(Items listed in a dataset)
_ _ _ _ _
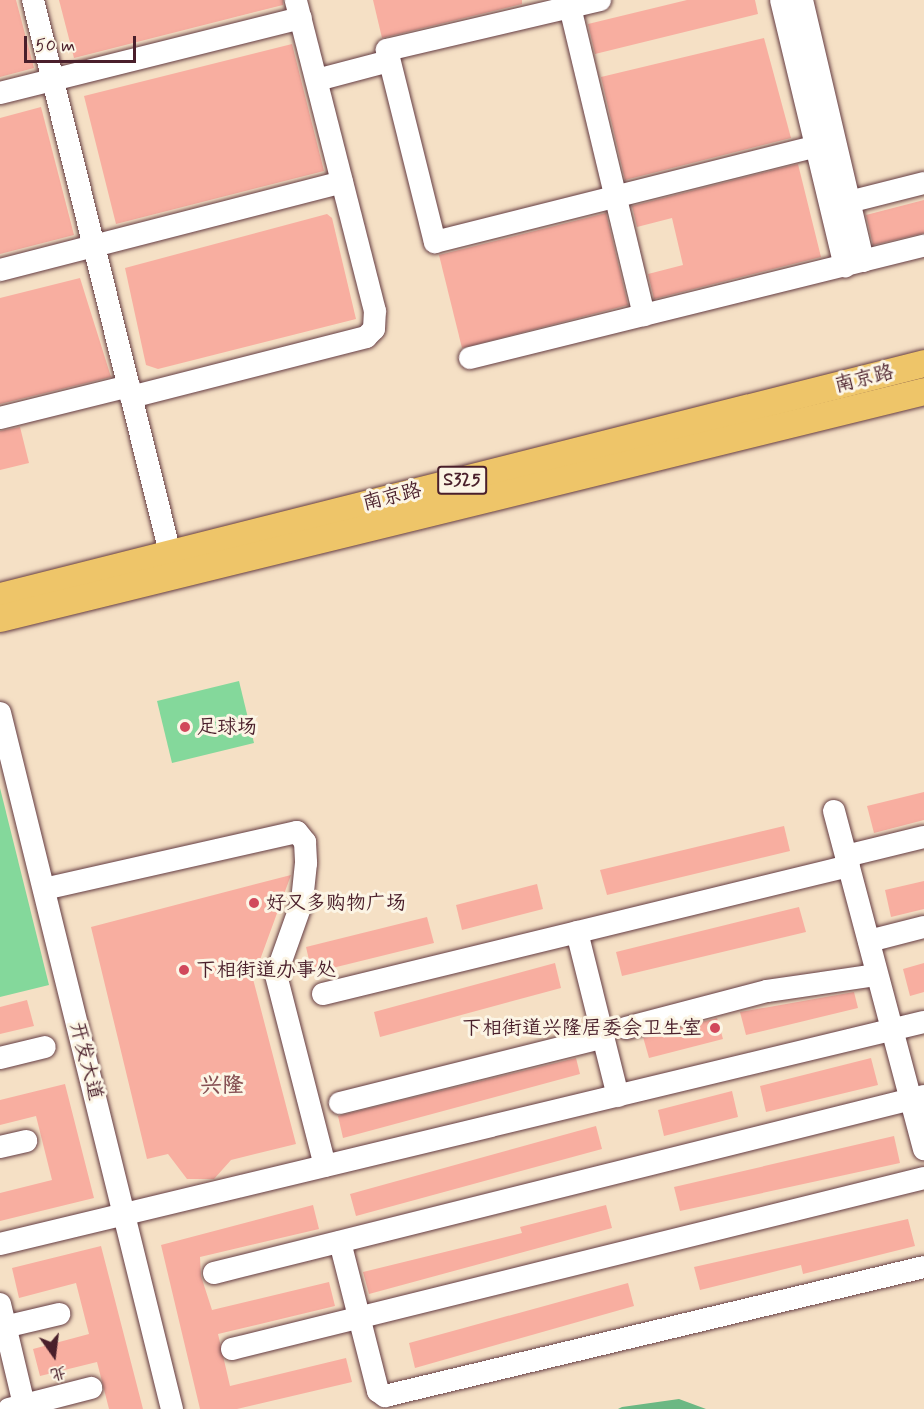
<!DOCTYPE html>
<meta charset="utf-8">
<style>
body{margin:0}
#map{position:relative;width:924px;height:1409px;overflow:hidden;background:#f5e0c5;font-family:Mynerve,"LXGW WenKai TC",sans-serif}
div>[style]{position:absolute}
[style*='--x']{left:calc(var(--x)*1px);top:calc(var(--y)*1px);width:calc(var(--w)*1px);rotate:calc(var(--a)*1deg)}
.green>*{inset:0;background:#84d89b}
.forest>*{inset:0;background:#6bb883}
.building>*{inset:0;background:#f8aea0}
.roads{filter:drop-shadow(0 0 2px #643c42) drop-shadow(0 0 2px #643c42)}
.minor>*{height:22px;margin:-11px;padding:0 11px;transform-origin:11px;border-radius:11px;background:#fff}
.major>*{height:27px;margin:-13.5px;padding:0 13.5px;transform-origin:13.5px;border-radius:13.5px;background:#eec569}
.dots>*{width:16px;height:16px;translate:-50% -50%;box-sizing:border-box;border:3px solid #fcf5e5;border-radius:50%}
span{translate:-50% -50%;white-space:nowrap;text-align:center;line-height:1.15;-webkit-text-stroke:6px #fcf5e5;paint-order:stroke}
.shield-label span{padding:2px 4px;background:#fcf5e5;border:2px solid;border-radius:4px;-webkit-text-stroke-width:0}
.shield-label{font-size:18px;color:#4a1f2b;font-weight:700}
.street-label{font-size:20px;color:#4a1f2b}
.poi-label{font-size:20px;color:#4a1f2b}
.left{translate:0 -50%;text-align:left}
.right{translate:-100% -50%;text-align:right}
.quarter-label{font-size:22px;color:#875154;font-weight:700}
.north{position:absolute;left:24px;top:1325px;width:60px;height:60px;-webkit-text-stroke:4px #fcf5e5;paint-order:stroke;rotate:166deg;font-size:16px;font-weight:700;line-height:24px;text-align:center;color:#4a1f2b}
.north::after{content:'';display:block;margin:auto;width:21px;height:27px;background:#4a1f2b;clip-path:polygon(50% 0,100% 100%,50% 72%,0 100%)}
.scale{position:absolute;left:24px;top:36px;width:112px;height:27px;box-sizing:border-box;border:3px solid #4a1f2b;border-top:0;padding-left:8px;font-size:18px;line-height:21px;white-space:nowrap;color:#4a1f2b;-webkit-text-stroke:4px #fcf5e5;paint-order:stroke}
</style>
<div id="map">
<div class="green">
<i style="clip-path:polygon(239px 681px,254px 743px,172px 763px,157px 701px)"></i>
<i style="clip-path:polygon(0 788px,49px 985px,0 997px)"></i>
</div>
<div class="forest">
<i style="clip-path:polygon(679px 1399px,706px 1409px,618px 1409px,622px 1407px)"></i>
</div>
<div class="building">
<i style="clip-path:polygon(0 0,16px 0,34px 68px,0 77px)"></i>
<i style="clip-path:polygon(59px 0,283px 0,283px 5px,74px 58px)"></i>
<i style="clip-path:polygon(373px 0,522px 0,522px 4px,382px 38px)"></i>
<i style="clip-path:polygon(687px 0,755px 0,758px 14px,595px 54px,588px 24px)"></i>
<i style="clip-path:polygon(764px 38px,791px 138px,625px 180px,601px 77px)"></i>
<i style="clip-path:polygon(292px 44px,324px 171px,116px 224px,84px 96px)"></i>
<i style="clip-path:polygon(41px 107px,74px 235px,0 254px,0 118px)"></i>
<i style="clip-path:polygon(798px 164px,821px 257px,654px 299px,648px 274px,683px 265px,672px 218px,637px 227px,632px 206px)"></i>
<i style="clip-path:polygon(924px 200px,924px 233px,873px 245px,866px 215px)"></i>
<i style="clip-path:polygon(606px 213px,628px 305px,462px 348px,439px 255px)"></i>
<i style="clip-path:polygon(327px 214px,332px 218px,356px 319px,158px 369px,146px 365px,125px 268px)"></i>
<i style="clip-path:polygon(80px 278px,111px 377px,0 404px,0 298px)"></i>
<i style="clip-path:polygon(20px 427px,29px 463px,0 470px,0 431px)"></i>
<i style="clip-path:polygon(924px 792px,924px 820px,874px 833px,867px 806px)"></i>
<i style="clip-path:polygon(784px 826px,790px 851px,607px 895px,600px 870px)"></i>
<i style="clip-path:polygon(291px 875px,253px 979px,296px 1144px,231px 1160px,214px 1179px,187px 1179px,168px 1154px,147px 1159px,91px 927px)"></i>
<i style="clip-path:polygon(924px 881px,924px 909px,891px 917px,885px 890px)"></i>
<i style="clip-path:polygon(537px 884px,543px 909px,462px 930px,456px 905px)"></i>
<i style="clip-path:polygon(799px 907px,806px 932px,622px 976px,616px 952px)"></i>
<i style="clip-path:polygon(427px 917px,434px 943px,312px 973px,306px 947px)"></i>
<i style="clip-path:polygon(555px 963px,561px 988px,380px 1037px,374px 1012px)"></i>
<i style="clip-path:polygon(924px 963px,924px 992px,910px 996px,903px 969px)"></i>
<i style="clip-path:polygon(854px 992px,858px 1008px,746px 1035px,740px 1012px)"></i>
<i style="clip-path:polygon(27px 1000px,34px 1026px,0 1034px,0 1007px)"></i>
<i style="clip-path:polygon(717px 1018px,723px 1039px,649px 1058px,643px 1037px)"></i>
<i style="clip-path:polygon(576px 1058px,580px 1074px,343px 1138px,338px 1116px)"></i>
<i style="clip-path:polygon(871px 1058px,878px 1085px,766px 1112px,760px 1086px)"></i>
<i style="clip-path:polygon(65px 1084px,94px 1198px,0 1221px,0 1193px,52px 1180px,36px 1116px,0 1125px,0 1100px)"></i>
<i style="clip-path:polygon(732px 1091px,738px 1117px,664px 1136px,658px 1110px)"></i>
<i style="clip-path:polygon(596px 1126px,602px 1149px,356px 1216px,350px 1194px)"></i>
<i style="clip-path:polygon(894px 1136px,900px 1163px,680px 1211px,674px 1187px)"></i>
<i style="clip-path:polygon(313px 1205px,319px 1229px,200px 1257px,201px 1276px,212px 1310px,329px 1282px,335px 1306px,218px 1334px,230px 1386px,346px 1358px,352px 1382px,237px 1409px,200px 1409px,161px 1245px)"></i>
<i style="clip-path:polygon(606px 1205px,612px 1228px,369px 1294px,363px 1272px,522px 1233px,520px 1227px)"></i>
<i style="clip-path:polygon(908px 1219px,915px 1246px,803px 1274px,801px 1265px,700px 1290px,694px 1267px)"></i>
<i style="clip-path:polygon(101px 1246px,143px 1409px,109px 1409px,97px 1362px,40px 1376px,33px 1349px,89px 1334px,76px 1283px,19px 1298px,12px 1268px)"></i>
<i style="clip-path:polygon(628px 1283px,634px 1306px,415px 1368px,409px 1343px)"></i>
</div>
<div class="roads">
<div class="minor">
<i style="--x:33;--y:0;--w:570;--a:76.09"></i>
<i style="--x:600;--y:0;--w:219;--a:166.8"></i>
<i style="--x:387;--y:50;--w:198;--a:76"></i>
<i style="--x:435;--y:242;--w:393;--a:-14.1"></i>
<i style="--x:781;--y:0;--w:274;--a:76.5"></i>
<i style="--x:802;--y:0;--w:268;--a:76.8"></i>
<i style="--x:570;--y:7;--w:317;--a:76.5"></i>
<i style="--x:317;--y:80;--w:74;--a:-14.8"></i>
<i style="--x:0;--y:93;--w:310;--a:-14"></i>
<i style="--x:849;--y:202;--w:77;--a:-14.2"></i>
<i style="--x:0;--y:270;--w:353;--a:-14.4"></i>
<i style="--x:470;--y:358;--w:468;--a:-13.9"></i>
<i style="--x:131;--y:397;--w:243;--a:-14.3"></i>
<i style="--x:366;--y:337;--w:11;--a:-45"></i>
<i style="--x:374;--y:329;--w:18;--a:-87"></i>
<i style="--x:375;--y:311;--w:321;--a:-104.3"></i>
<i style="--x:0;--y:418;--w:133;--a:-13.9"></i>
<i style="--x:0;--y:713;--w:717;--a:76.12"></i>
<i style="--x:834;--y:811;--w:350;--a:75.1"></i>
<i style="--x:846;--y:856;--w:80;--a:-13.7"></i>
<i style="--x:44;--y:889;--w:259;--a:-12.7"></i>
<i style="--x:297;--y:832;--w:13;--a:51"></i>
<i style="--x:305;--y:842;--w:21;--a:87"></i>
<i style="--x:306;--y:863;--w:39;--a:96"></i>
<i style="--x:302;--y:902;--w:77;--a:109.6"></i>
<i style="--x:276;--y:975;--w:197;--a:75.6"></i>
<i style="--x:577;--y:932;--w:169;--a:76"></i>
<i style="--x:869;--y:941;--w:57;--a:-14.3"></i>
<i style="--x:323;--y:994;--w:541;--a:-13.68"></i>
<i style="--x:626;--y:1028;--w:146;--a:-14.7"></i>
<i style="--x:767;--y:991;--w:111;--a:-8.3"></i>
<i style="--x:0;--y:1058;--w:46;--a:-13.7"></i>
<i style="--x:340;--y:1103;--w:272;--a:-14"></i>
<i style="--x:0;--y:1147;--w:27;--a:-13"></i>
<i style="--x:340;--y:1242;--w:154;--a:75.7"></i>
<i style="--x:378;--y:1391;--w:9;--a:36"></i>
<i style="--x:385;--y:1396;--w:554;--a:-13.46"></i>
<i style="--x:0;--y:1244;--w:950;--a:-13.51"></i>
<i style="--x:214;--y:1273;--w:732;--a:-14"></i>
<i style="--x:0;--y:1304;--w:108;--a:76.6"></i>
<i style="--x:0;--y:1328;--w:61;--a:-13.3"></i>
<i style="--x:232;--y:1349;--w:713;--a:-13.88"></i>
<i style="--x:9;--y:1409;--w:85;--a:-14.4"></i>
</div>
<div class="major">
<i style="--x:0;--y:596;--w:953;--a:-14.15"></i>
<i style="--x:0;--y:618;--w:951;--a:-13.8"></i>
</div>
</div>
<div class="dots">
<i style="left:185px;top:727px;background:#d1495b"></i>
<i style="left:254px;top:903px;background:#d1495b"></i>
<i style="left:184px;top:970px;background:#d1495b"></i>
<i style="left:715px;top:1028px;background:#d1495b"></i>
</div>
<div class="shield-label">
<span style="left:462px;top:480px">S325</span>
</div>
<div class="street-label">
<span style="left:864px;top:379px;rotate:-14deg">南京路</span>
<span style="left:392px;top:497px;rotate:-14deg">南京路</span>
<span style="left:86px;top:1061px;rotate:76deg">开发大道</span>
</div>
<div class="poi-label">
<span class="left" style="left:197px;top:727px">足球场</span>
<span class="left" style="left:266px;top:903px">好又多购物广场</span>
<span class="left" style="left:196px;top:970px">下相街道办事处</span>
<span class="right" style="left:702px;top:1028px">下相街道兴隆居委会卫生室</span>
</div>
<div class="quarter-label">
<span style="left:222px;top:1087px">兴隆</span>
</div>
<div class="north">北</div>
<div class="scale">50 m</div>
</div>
_ _ _ _ _
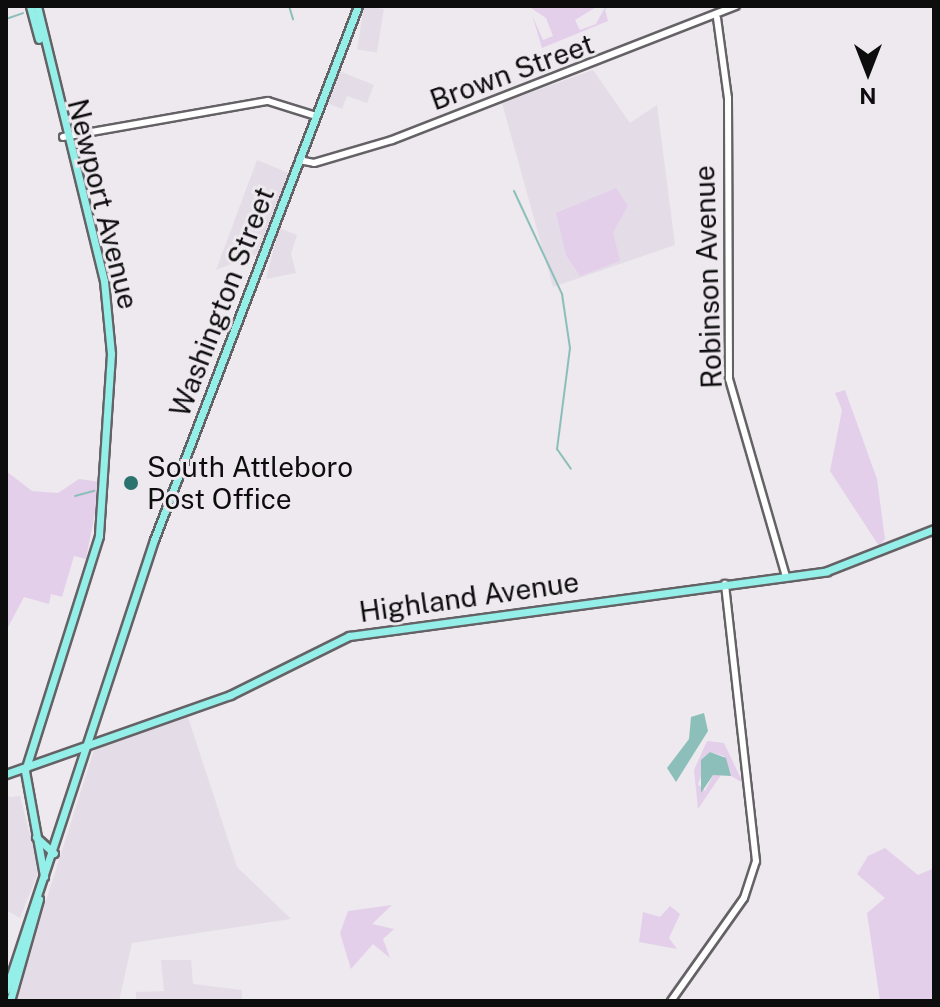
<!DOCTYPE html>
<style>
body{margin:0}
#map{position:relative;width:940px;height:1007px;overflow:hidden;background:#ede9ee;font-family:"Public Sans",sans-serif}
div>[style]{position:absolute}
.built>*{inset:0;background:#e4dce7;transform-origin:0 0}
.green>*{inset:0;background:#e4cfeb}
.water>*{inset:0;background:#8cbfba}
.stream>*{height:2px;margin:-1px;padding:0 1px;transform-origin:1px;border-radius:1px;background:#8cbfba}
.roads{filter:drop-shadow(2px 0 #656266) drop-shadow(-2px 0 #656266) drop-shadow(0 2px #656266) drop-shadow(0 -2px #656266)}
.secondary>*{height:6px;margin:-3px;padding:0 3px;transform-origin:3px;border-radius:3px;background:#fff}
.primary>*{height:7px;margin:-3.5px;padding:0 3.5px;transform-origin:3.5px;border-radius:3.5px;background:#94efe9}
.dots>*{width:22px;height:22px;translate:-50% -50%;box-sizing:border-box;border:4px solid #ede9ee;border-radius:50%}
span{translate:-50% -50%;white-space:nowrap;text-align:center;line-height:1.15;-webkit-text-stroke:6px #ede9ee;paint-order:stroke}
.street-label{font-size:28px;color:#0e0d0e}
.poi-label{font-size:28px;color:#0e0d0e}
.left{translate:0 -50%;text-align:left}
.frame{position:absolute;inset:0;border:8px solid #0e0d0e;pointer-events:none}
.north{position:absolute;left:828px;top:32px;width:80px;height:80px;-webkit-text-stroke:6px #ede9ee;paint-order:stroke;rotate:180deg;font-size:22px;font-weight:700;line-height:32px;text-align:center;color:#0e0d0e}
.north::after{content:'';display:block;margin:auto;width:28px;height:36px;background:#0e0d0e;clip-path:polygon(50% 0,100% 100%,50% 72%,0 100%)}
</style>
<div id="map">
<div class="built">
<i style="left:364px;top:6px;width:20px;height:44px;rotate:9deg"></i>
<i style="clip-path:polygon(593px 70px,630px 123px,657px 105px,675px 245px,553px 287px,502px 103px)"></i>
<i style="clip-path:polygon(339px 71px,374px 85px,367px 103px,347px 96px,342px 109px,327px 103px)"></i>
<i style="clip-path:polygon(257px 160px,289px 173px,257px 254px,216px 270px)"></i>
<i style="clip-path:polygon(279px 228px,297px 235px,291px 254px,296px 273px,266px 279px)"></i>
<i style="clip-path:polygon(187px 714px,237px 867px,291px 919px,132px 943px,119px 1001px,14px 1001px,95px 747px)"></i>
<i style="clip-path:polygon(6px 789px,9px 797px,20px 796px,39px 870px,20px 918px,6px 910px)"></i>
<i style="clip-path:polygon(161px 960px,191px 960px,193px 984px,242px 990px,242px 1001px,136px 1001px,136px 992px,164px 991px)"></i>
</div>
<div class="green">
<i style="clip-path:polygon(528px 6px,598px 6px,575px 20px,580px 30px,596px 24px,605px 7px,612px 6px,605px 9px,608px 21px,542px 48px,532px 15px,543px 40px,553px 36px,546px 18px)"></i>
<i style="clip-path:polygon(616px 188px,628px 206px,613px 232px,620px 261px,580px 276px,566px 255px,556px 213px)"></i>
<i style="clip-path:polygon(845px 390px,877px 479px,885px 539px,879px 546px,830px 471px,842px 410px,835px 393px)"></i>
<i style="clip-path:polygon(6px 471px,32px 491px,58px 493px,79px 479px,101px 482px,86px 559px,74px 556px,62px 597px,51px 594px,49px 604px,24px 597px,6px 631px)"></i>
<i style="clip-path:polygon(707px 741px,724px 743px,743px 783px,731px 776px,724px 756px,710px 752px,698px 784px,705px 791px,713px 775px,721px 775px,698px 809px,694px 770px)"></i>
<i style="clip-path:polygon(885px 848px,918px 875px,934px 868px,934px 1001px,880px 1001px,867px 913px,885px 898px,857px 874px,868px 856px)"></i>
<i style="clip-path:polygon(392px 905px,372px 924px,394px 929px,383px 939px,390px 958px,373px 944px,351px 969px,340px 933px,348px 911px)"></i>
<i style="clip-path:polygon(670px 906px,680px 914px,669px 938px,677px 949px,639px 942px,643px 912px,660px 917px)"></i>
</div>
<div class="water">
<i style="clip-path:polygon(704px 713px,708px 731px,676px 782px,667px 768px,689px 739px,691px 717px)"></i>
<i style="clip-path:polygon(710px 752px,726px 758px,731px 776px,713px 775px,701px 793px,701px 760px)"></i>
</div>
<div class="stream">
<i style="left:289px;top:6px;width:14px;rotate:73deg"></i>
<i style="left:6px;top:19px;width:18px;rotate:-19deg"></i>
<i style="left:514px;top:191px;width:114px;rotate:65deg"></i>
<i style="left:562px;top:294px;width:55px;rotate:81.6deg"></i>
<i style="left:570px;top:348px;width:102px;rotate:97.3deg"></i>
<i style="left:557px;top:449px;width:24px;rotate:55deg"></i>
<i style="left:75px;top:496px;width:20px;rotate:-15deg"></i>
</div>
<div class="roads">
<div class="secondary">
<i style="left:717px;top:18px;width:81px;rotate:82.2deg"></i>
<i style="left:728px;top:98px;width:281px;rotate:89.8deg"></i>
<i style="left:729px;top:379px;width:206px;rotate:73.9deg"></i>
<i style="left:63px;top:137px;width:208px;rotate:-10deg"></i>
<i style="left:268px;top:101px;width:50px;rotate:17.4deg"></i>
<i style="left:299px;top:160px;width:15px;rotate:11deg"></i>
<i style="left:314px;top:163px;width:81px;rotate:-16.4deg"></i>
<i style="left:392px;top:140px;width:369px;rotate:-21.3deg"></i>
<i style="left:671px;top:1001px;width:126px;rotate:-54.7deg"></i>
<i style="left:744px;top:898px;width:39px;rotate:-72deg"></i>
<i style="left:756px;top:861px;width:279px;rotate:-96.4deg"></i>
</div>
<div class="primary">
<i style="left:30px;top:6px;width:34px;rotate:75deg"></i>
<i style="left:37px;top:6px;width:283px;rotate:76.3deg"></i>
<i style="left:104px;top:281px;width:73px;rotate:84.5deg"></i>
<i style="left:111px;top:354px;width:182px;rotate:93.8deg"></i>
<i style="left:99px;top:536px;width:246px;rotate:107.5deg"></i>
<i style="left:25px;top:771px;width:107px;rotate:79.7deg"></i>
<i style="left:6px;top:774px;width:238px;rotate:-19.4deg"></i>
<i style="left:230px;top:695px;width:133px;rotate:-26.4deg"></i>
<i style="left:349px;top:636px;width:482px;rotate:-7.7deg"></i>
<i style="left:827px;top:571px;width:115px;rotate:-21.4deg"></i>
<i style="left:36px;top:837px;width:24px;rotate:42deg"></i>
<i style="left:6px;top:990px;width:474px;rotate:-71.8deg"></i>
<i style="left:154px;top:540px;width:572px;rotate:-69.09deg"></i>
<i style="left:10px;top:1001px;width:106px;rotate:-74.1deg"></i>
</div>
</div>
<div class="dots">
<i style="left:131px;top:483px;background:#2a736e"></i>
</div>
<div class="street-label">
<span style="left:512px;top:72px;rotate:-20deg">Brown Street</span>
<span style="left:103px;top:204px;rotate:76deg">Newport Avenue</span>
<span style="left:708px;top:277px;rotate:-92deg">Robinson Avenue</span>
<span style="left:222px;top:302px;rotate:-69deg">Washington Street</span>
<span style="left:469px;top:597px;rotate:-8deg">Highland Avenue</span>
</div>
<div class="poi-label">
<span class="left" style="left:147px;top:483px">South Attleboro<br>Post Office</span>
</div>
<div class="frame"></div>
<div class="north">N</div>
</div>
_ _ _ _ _
Scan the records above for the word "stream". Show each line in which it appears.

=== TASK ANSWER ===
.stream>*{height:2px;margin:-1px;padding:0 1px;transform-origin:1px;border-radius:1px;background:#8cbfba}
<div class="stream">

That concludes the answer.